↓↓↓

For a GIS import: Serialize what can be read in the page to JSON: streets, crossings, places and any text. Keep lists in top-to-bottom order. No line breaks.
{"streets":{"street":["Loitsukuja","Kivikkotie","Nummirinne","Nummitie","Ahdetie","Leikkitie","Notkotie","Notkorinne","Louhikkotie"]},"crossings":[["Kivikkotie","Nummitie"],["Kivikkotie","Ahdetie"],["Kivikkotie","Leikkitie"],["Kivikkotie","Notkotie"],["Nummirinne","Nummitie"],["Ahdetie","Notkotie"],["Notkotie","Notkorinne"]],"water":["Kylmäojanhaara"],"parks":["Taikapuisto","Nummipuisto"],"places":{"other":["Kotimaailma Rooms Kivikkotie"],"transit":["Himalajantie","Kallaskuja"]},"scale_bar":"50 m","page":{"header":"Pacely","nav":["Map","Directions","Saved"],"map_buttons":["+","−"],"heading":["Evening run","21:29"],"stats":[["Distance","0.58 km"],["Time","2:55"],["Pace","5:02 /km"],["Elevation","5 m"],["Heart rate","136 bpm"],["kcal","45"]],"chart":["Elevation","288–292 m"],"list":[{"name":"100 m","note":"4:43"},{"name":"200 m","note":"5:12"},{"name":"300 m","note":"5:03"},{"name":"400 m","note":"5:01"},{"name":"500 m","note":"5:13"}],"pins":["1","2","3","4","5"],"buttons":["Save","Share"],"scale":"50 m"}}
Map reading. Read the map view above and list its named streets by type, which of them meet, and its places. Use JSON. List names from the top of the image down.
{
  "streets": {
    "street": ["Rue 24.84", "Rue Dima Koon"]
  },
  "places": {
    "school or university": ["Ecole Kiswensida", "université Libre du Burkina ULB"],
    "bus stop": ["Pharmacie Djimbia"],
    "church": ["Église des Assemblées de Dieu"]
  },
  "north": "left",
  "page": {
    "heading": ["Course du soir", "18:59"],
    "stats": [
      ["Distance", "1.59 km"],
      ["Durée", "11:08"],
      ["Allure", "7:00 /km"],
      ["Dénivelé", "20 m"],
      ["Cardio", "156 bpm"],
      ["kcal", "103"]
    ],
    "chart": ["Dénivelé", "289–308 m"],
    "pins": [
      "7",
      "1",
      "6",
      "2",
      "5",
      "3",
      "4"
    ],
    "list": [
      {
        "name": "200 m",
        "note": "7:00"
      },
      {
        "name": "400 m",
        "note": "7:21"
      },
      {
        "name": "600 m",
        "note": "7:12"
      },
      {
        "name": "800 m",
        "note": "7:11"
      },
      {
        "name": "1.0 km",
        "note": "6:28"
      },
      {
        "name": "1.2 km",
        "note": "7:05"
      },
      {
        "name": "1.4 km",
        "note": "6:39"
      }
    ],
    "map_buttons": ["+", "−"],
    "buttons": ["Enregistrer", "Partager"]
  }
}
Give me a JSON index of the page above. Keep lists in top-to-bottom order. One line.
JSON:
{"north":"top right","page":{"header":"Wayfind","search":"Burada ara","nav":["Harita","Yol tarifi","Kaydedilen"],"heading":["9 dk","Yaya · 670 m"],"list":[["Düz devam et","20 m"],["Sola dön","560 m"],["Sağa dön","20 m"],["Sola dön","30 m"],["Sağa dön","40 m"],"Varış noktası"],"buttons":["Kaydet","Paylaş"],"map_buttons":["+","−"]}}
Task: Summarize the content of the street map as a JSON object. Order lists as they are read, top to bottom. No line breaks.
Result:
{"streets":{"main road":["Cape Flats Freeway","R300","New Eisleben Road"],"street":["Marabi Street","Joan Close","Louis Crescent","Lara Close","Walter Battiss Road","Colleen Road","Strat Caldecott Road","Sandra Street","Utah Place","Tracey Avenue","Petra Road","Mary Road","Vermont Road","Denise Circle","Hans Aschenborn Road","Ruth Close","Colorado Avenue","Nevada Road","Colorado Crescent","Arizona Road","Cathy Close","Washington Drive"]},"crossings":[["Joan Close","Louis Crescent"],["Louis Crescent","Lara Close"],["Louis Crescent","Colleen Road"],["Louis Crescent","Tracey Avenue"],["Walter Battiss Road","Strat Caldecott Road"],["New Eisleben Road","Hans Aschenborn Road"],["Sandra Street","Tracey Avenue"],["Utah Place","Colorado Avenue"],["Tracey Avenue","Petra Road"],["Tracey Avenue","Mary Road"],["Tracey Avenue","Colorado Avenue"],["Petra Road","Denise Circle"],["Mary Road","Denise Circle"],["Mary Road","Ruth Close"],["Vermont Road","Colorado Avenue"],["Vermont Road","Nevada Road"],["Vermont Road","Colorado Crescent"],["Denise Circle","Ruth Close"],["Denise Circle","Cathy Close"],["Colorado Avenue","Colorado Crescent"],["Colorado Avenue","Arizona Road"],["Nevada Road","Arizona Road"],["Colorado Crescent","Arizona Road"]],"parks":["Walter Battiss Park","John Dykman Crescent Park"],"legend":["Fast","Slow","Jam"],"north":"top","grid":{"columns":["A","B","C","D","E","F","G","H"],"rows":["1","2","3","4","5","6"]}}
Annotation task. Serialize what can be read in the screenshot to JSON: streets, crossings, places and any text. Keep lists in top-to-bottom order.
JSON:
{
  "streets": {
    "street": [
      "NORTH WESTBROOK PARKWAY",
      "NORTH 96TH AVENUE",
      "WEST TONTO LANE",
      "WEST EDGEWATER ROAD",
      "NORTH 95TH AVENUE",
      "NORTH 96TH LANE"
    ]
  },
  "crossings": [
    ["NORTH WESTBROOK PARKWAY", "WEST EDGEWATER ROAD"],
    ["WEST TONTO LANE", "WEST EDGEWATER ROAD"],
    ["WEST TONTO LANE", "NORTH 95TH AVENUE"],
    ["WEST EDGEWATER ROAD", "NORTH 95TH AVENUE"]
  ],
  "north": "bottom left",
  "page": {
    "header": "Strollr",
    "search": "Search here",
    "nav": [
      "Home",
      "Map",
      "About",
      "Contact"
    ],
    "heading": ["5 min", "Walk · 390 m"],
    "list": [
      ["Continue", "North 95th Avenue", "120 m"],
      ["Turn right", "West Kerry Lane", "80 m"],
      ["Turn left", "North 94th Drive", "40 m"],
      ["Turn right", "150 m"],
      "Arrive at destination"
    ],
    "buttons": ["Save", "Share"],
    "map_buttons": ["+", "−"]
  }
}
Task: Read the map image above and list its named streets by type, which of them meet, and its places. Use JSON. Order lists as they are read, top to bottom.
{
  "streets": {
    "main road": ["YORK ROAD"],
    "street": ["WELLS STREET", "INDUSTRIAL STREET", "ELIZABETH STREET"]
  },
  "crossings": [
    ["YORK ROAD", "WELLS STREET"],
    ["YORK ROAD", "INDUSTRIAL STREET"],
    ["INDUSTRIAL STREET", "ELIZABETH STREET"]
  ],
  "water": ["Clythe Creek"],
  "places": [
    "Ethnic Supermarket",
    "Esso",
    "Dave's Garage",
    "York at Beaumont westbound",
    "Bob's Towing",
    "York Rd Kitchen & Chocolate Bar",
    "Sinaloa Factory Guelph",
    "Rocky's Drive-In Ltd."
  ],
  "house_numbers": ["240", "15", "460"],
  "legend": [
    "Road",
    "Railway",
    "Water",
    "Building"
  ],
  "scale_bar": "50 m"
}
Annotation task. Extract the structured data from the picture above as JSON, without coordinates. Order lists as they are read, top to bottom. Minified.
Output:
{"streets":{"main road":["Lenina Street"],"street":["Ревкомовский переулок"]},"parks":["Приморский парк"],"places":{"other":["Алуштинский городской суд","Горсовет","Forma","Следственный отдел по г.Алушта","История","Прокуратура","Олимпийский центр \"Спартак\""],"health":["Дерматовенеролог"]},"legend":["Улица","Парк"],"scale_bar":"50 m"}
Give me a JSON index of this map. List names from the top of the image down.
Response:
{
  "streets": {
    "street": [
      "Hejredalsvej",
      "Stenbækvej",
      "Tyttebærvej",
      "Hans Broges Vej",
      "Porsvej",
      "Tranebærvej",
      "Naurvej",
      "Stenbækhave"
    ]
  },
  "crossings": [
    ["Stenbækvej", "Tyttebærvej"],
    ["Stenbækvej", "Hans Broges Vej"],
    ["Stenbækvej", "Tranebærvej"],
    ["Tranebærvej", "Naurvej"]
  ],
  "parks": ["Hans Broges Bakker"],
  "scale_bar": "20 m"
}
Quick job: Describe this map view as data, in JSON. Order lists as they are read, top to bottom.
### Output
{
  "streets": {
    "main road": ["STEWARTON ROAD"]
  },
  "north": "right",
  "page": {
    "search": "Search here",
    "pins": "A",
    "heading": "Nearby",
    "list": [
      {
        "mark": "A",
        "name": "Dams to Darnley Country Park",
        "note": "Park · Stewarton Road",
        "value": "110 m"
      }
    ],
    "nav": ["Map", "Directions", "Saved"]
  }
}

↑↑↑

§ **Task goal**: After locating the line with "Annotation task. Extract" above, return that line and every later line through the one with "Give me a JSON index of this", word for word and with nothing else.

§ **Finished exercise**:
Annotation task. Extract the structured data from the picture above as JSON, without coordinates. Order lists as they are read, top to bottom. Minified.
Output:
{"streets":{"main road":["Lenina Street"],"street":["Ревкомовский переулок"]},"parks":["Приморский парк"],"places":{"other":["Алуштинский городской суд","Горсовет","Forma","Следственный отдел по г.Алушта","История","Прокуратура","Олимпийский центр \"Спартак\""],"health":["Дерматовенеролог"]},"legend":["Улица","Парк"],"scale_bar":"50 m"}
Give me a JSON index of this map. List names from the top of the image down.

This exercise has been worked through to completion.